Opinion | Extending the Johnson & Johnson vaccine pause for a week was a deadly mistake

From The Washington Post:

At its meeting, ACIP analyzed vaccine side effects with admirable transparency. But there was no rigorous analysis of the risks of not being vaccinated. Rather, ACIP insisted that because “alternative covid-19 vaccines (mRNA vaccines) are available,” the tradeoffs are inconsequential. This shows a profound disconnect with the reality many Americans face.

When the pause began, millions of Americans were still ineligible for vaccines. And universal eligibility on April 19 will not mean immediate access; obstacles to vaccination will remain, especially for people who can’t travel long distances. This undermines the blithe assertion that unbounded supply of other vaccines makes pausing one irrelevant. Plus, the J&J vaccine requires only one appointment instead of two and can be delivered in settings where others can’t. The pause has stymied essential efforts, such as outreach to homebound D.C. seniors at far higher risk from covid-19 than from vaccination.

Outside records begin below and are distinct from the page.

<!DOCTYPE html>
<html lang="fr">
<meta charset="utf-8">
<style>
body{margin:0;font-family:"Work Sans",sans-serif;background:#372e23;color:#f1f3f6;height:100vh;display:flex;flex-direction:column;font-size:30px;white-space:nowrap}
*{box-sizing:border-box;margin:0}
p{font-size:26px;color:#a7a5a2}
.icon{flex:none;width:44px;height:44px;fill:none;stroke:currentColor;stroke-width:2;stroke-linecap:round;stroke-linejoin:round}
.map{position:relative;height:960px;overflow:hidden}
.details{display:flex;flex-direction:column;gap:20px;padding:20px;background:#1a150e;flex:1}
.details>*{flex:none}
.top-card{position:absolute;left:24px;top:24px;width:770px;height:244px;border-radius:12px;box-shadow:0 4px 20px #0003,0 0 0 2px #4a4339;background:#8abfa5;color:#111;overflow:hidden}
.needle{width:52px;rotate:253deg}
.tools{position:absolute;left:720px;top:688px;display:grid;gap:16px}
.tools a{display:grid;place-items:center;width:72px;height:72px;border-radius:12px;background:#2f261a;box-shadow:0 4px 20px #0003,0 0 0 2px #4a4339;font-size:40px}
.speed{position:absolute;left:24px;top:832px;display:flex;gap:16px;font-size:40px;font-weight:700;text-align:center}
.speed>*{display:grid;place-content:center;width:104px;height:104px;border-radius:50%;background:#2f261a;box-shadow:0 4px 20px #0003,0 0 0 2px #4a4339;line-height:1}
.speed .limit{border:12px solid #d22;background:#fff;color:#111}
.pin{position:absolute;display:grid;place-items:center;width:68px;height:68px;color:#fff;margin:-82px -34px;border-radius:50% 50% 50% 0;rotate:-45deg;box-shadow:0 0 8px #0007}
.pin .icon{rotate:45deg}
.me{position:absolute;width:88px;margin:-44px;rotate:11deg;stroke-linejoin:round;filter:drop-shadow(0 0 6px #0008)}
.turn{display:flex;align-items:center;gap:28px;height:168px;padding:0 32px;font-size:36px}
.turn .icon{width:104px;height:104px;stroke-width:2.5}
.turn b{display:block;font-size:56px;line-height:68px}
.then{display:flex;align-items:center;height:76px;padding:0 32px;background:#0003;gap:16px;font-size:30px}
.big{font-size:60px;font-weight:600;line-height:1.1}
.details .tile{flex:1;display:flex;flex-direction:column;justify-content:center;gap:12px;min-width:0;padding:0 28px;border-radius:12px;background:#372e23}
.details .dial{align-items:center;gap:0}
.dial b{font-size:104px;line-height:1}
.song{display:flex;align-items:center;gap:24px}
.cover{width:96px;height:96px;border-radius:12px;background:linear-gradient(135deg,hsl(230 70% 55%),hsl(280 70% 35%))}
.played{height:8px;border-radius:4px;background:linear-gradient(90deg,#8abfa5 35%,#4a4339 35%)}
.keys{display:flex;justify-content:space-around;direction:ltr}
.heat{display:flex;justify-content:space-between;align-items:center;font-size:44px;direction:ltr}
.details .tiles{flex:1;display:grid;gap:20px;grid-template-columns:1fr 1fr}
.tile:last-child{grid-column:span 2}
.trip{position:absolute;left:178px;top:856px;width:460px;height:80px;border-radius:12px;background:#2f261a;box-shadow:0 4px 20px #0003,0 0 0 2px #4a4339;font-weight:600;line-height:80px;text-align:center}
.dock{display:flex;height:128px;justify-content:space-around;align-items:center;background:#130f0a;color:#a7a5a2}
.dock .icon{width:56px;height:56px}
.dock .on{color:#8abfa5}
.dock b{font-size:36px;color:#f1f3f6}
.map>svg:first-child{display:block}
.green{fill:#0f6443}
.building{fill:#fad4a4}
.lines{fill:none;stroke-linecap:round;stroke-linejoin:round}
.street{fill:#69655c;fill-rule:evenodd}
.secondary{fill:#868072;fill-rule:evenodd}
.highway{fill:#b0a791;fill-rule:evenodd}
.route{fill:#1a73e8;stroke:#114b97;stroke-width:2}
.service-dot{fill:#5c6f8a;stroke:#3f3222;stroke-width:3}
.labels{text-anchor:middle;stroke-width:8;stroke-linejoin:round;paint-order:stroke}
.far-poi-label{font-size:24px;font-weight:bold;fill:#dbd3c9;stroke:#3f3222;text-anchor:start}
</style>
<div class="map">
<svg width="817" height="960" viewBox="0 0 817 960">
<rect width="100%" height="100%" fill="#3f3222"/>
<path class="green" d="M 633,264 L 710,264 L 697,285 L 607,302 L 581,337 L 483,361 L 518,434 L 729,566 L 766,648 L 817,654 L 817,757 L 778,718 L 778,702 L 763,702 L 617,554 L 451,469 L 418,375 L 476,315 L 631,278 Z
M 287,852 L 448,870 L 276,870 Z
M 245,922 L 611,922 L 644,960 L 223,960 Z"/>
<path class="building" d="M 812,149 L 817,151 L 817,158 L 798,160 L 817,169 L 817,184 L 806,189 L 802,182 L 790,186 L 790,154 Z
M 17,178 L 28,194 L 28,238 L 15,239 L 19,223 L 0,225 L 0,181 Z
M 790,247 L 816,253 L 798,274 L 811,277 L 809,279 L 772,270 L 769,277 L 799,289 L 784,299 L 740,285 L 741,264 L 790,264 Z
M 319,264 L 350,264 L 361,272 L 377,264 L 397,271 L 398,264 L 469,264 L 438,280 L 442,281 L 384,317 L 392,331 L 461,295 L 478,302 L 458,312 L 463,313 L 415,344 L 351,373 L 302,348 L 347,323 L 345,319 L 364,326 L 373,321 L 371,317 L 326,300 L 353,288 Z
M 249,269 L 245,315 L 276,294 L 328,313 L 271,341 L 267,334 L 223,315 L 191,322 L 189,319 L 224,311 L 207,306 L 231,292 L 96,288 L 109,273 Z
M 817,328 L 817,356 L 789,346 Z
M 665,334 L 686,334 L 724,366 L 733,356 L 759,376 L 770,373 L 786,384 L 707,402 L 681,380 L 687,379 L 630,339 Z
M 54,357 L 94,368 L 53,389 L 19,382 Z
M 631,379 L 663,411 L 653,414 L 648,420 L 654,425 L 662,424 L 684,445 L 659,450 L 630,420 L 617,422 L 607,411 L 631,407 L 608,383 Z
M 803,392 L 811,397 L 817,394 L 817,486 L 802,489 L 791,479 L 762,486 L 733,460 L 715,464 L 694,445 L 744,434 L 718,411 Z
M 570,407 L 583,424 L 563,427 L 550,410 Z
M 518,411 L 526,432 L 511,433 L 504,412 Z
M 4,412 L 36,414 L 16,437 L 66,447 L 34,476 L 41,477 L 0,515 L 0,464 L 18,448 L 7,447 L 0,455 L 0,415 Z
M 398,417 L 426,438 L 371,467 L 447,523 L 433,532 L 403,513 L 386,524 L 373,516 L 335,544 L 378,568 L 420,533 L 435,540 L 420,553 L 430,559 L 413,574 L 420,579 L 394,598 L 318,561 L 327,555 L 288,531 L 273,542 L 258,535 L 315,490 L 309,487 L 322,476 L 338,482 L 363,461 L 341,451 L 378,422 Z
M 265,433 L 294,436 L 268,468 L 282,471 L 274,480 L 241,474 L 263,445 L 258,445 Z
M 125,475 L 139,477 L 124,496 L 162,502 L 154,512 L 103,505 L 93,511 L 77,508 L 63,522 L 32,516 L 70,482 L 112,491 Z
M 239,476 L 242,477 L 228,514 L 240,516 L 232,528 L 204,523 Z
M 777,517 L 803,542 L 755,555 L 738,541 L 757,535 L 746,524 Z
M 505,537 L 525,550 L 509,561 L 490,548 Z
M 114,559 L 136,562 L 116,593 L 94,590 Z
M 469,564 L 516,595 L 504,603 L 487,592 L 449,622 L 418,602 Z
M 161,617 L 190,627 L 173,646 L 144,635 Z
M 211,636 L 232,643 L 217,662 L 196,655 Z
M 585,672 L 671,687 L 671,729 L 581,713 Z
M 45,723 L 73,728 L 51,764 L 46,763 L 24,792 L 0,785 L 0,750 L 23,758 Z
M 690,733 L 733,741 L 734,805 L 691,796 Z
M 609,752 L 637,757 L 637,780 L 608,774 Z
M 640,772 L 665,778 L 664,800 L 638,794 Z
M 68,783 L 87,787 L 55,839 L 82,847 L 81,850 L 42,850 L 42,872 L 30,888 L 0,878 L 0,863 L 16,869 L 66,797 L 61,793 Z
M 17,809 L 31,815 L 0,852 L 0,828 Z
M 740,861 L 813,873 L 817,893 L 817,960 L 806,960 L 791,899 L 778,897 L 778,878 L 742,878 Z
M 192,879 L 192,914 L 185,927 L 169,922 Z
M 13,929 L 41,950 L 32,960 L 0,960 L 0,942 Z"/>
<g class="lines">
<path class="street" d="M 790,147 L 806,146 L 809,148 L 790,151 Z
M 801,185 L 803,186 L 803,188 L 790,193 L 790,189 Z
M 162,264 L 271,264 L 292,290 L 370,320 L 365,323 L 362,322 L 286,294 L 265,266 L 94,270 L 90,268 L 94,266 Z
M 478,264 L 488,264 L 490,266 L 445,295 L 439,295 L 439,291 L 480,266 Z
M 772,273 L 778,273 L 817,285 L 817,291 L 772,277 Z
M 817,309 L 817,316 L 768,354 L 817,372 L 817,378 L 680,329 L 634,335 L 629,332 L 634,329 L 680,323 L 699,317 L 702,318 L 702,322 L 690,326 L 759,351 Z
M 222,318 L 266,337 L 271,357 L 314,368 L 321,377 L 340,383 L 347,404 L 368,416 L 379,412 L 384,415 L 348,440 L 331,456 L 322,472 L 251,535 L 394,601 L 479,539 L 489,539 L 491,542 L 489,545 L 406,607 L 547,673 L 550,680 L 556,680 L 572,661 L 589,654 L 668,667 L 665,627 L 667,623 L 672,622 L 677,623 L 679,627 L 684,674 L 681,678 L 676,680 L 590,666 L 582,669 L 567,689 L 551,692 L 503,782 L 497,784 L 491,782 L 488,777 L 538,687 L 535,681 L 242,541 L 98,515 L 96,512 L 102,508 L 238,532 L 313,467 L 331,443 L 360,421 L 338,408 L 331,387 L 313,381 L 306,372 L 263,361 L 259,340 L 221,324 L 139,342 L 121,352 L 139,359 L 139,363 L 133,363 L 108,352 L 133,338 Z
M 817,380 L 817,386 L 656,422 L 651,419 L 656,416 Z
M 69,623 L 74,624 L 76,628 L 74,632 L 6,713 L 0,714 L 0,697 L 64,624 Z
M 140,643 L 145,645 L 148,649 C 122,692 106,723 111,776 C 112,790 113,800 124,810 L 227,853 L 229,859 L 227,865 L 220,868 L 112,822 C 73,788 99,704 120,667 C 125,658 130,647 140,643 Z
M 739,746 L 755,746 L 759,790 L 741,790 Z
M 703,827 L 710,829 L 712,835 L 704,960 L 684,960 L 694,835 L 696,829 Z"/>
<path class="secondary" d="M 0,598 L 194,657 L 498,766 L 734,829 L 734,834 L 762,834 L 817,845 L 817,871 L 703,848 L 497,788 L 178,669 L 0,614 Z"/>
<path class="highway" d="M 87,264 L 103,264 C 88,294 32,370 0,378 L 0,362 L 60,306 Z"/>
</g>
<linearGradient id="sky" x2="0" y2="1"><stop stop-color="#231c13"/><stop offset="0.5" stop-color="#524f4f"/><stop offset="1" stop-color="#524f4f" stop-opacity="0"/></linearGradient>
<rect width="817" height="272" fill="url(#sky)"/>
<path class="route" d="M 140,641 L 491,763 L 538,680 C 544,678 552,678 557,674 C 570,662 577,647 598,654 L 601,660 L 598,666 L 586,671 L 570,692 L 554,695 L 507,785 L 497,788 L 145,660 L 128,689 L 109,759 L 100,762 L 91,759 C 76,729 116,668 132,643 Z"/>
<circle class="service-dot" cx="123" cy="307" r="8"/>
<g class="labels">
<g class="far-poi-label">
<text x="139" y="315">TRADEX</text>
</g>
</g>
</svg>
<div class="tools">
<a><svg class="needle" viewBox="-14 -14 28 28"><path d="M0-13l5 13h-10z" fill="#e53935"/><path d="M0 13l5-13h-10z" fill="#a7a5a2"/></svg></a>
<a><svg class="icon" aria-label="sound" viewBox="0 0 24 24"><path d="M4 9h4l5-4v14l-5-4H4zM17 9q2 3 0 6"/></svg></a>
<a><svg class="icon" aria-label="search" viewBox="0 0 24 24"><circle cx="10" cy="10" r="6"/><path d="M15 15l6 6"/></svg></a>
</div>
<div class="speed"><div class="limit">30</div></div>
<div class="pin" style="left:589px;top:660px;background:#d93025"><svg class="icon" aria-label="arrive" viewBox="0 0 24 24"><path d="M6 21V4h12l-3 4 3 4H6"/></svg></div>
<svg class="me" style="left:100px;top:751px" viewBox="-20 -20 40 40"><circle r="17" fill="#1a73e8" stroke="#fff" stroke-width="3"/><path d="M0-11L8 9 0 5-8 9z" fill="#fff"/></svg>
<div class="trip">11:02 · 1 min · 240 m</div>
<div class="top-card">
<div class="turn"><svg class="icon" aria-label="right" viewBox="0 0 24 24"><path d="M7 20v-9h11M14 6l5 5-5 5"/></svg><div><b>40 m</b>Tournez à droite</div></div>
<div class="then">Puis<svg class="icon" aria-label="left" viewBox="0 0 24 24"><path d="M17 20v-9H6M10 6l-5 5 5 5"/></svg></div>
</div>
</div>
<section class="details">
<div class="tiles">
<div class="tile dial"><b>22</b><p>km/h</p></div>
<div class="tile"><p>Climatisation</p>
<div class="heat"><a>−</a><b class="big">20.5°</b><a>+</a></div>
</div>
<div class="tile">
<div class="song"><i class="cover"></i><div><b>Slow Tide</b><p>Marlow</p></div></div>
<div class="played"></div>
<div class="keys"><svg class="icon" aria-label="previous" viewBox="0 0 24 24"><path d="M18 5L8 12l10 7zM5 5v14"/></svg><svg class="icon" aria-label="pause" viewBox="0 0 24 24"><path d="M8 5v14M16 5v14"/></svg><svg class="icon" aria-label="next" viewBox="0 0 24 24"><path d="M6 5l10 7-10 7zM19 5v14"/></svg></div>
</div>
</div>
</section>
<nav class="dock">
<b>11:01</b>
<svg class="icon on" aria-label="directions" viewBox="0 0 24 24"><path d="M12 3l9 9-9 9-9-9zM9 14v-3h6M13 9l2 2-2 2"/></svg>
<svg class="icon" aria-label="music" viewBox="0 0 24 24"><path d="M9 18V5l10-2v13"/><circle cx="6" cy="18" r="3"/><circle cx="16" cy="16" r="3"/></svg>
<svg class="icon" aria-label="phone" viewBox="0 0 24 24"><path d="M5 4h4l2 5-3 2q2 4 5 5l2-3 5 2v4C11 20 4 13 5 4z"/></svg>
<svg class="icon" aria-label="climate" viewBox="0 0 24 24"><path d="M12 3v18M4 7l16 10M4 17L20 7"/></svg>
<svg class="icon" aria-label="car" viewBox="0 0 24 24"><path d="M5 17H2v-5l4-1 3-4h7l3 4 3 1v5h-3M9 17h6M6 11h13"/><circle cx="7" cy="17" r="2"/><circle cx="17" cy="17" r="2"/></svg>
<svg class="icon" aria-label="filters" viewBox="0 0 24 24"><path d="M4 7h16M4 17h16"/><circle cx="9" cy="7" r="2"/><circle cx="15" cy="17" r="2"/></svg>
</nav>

Looking at ACIP’s roster helps diagnose its mistake. Its voting members are almost all doctors far more familiar with rare vaccine side effects than with marshaling scarce public health capacity to respond to a surge of infections. The committee lacks comparative effectiveness experts or health economists familiar with weighing inevitable tradeoffs at a population-wide scale.

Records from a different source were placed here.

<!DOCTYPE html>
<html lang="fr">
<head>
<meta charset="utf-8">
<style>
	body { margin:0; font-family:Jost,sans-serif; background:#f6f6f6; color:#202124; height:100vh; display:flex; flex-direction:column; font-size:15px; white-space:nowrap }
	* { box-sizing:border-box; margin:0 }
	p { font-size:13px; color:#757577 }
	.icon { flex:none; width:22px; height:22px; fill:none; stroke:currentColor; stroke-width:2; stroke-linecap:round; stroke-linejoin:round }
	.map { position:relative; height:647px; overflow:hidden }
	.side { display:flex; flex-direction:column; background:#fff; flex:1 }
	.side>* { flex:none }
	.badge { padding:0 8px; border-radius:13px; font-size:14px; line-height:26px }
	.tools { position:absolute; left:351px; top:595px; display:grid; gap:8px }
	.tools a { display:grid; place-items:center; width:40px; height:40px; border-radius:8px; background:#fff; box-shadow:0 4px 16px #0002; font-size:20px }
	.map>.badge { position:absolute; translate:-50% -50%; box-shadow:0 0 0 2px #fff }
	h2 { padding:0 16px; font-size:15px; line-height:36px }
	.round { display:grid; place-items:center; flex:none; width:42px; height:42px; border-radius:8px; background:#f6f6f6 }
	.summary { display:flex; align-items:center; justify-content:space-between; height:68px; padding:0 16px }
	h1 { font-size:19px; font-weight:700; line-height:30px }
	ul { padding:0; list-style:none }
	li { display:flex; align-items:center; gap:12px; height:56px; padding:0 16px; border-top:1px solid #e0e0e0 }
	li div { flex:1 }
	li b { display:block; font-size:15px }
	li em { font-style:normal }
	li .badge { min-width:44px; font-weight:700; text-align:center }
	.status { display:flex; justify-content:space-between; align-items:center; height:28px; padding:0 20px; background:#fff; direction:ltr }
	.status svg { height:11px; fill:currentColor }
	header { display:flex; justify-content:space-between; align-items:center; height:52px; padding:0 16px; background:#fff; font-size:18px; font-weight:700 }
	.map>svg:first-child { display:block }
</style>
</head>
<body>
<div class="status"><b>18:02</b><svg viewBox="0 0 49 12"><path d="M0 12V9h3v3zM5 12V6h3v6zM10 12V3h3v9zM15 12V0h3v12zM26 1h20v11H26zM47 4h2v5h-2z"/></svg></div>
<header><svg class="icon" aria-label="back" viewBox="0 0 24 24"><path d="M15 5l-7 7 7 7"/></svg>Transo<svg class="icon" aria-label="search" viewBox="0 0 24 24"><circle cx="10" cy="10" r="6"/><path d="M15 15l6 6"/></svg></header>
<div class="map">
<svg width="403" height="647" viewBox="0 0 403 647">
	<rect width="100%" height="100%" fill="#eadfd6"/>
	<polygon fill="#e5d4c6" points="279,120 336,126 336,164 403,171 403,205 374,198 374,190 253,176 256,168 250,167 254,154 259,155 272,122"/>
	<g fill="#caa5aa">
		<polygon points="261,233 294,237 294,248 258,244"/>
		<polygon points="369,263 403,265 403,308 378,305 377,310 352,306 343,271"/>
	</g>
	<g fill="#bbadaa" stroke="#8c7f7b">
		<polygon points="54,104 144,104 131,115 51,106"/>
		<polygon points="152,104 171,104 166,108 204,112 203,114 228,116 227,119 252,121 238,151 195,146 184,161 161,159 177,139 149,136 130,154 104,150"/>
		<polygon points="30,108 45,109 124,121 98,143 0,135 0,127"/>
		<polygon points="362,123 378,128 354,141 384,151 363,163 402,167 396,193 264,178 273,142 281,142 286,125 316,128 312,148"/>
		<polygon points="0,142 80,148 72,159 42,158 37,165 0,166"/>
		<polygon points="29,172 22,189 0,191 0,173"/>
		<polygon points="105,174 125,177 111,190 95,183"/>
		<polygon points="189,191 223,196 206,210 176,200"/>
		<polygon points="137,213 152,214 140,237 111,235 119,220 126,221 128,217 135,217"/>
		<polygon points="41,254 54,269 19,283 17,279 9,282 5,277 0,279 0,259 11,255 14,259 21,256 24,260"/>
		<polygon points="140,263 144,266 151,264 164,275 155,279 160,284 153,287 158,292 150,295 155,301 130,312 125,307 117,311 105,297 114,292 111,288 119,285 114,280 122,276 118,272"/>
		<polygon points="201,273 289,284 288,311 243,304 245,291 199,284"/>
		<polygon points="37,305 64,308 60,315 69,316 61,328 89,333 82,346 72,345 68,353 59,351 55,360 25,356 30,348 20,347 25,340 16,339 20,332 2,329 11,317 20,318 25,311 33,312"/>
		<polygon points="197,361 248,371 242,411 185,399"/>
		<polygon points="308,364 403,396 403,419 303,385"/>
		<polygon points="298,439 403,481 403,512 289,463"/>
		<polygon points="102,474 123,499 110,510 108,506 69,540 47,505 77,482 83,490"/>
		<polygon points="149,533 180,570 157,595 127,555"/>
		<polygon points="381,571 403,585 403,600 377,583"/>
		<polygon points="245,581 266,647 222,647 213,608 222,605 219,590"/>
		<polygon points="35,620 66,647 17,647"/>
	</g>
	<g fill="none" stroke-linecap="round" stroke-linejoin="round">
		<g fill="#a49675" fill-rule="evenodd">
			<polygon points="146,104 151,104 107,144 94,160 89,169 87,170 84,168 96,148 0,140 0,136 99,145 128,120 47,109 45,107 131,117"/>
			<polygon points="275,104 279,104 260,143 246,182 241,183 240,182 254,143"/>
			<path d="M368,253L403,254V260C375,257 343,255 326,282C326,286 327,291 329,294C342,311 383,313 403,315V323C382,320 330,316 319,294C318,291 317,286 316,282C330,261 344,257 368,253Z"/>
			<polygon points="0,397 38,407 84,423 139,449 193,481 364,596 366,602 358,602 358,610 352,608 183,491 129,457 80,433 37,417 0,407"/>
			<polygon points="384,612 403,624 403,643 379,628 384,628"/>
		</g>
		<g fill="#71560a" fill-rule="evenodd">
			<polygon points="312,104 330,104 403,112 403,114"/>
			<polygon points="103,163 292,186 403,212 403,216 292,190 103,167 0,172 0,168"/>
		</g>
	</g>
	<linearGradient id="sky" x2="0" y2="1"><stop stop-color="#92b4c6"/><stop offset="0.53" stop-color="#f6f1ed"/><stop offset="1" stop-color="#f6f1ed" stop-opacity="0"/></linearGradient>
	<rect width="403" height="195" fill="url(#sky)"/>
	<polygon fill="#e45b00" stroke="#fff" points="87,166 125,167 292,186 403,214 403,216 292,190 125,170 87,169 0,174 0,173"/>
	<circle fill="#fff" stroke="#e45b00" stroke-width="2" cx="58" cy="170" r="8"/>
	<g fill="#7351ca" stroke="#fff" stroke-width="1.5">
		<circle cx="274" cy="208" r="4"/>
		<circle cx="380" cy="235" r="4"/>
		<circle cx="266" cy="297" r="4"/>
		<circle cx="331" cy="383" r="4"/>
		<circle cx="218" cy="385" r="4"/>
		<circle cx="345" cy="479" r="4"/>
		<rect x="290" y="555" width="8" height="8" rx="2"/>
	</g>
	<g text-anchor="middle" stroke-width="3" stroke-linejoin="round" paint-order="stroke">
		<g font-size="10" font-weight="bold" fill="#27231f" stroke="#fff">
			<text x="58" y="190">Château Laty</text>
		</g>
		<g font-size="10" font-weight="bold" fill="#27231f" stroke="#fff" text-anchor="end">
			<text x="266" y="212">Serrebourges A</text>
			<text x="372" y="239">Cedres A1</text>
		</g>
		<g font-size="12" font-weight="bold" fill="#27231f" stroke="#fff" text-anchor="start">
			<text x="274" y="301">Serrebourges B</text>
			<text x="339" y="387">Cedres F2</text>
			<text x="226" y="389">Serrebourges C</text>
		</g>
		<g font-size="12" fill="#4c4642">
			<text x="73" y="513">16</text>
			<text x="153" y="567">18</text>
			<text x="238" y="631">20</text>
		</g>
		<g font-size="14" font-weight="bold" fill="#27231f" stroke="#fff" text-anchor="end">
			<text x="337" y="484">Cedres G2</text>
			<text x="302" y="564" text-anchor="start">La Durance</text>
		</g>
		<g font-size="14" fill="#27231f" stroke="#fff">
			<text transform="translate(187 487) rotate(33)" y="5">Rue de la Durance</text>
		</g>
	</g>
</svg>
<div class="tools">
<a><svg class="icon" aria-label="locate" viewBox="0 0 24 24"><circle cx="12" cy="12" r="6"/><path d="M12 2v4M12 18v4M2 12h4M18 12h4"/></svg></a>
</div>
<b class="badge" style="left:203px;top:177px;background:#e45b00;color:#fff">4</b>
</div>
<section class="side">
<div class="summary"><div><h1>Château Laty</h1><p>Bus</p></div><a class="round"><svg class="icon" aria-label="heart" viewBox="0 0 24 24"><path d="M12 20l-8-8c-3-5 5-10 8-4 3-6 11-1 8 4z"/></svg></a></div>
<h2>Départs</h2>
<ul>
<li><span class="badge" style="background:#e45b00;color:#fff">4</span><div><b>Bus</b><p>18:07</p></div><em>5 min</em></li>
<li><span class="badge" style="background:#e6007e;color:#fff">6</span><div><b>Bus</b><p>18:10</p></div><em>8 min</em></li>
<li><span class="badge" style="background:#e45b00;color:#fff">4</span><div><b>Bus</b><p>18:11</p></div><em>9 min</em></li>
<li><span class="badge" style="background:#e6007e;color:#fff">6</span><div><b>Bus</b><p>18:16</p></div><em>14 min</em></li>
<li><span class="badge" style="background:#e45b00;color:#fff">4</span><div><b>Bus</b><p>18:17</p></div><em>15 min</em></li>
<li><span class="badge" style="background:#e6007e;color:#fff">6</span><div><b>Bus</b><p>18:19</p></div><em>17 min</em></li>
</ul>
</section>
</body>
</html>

Took me a bit to put into words my thoughts on this. I think this is where I’ve landed:

  • Making a decision quickly which is not 100% obvious and includes the reasoning that “this might hurt some people, but it will benefit more people” feels wrong.
  • Making that same decision slowly, over time, with plenty of open debate feels fine.

There’s something to the process of debating and discussing, prior to endorsing, an idea which carries with it the chance of harm for some subset of people who are impacted. Perhaps it’s just the rationalization that the debate itself will hopefully inform those who stand to be harmed that “hey, this is happening, think about it!” and if by the end of talking it through the decision is still made then some duty has been met to properly inform the folks the decision is being made against.